An LSTM network is designed to implicitly map the intention feature set to the intention space. On the basis of LSTM, we add the bidirectional mechanism to integrate historical and future information, enabling robust temporal analysis. This approach captures time-dependent relationships and enhances the model’s capacity 82 to learn complex temporal patterns;
A cross-attention mechanism is innovatively integrated into the model to emphasize the importance of data at different time steps. This mechanism comprises the following two components:
- Temporal attention mechanism: focuses on key temporal actions;
- Feature attention mechanism: evaluates the importance of different feature categories, filtering out the most influential features;
Contrastive learning is introduced to improve feature discrimination.

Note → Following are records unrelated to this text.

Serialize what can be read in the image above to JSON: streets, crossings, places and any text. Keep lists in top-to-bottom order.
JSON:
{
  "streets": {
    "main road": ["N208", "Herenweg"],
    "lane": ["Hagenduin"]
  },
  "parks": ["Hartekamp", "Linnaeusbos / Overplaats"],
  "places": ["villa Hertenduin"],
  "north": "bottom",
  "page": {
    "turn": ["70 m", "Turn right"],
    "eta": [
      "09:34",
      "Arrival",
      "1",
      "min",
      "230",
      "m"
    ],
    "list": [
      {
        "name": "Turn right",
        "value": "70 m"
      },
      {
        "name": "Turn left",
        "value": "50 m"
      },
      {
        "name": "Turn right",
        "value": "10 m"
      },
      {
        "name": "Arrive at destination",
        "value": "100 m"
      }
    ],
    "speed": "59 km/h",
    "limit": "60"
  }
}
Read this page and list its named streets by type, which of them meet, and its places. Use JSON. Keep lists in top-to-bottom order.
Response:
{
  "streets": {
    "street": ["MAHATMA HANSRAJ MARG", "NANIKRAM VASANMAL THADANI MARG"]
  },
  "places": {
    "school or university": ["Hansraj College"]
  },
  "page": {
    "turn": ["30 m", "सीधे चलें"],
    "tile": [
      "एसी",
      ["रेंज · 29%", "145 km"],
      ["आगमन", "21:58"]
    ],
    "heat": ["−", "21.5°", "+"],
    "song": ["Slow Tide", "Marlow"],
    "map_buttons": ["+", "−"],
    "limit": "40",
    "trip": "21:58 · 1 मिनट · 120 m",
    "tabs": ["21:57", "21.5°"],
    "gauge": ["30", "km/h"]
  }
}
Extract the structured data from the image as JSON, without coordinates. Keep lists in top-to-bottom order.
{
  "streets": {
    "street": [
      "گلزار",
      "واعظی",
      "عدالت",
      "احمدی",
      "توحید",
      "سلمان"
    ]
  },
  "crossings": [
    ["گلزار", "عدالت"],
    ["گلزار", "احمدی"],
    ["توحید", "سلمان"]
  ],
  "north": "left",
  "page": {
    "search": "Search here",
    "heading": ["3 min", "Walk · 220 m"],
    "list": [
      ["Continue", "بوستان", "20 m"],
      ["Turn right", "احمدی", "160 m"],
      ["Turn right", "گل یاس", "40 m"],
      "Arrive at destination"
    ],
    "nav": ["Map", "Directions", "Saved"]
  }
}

By minimizing intra-class distances and maximizing inter-class distances, recognition accuracy is improved under uncertainty.

The remainder of this paper is structured as follows: Section 2 reviews three intention recognition methods in the combat domain and discusses their respective strengths and limitations. Section 3 elaborately describes the problem of UAVs’ intention recognition under battlefield conditions, and provides the selection criteria and encoding approaches for the intention space and target features. Section 4 presents a comprehensive description of the proposed BLAC model. Section 5 describes the experimental setup and conducts model experiments. Finally, Section 6 summarizes the key findings and draws conclusions.

2. Related Works

Intention recognition in combat environments involves analyzing information gathered by various battlefield sensors to assess, predict, or interpret the operational intentions, plans, and strategies of the enemy [26]. This section provides a concise overview of the three main categories of intent recognition methods in the military domain, summarizing the advantages and limitations of each approach. Overall, the evolution of intent recognition methods can be broadly categorized into three stages: reliance on manual recognition, automation, and intelligence.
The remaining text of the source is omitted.